**WHAT YOU HAVE TO DO**.
Look for "Pico" in every line of the listing. Copy the lines that have it.

⁂

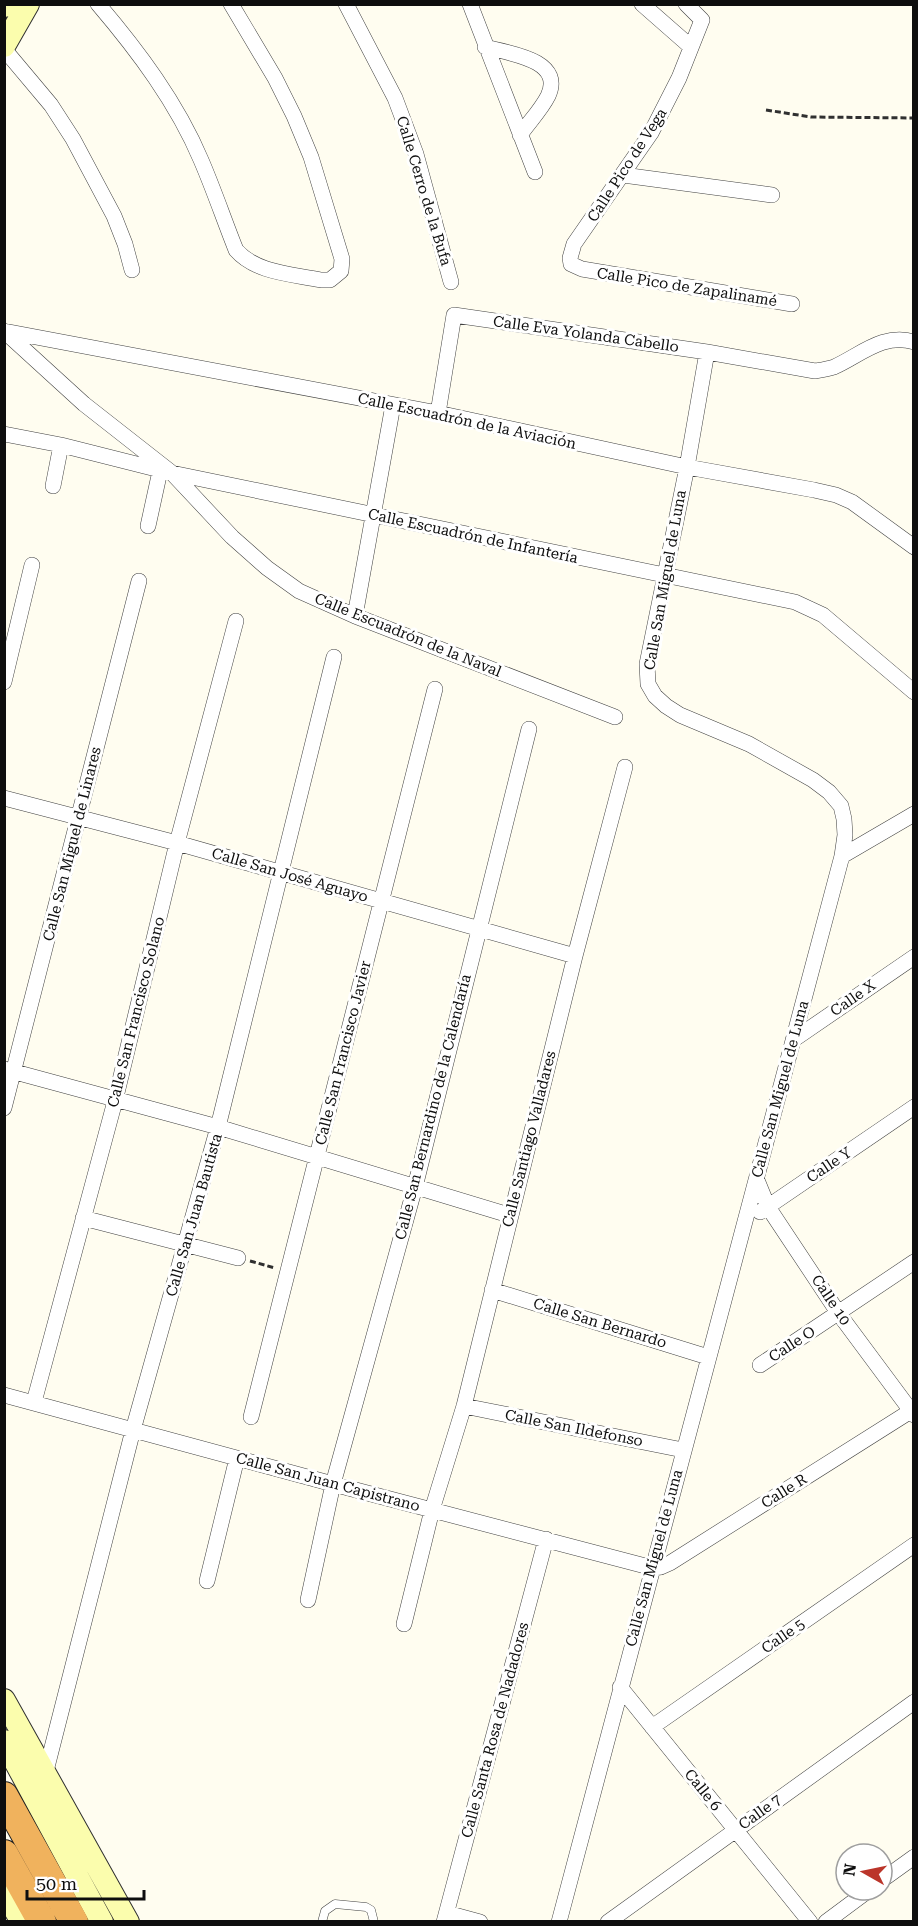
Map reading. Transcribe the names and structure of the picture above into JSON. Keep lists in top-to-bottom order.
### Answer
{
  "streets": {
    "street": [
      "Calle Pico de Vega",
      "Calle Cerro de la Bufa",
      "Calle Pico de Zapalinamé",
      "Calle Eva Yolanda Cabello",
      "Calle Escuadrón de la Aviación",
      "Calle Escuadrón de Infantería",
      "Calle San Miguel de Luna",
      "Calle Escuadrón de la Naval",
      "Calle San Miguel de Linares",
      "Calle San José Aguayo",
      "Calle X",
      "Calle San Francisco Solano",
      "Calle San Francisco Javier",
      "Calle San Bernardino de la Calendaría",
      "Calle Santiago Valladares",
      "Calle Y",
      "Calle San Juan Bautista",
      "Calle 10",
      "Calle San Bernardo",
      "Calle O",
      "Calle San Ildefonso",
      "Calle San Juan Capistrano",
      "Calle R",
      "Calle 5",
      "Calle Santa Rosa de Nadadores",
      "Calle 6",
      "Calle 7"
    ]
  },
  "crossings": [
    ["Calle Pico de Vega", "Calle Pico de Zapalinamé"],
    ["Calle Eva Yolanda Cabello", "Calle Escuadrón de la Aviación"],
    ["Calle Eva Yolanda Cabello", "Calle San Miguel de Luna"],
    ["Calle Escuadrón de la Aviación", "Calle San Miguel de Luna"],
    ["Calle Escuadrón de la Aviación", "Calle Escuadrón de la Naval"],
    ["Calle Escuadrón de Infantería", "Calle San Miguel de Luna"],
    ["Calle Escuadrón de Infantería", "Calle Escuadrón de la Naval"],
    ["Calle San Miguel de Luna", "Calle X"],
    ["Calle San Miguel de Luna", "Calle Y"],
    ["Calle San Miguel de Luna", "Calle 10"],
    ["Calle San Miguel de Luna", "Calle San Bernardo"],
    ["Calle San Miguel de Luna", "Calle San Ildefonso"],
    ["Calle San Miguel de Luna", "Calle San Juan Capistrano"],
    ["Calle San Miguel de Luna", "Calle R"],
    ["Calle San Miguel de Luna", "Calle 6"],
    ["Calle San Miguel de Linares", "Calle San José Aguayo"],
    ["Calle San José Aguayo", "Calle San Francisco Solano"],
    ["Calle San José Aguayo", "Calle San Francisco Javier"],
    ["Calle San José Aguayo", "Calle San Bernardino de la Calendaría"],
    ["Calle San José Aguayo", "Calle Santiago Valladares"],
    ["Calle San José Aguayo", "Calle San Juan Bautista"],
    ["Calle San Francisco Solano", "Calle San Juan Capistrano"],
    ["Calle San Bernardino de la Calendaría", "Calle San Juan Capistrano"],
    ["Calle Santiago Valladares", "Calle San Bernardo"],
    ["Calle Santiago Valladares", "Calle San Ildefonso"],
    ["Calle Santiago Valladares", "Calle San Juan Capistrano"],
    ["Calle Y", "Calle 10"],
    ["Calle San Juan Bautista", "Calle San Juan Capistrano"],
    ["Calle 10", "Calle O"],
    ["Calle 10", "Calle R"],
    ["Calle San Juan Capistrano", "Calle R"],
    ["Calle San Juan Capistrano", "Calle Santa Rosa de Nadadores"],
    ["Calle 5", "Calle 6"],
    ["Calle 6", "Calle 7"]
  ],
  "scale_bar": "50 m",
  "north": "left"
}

⁂

**RESPONSE TO THIS EXERCISE**.
      "Calle Pico de Vega",
      "Calle Pico de Zapalinamé",
    ["Calle Pico de Vega", "Calle Pico de Zapalinamé"],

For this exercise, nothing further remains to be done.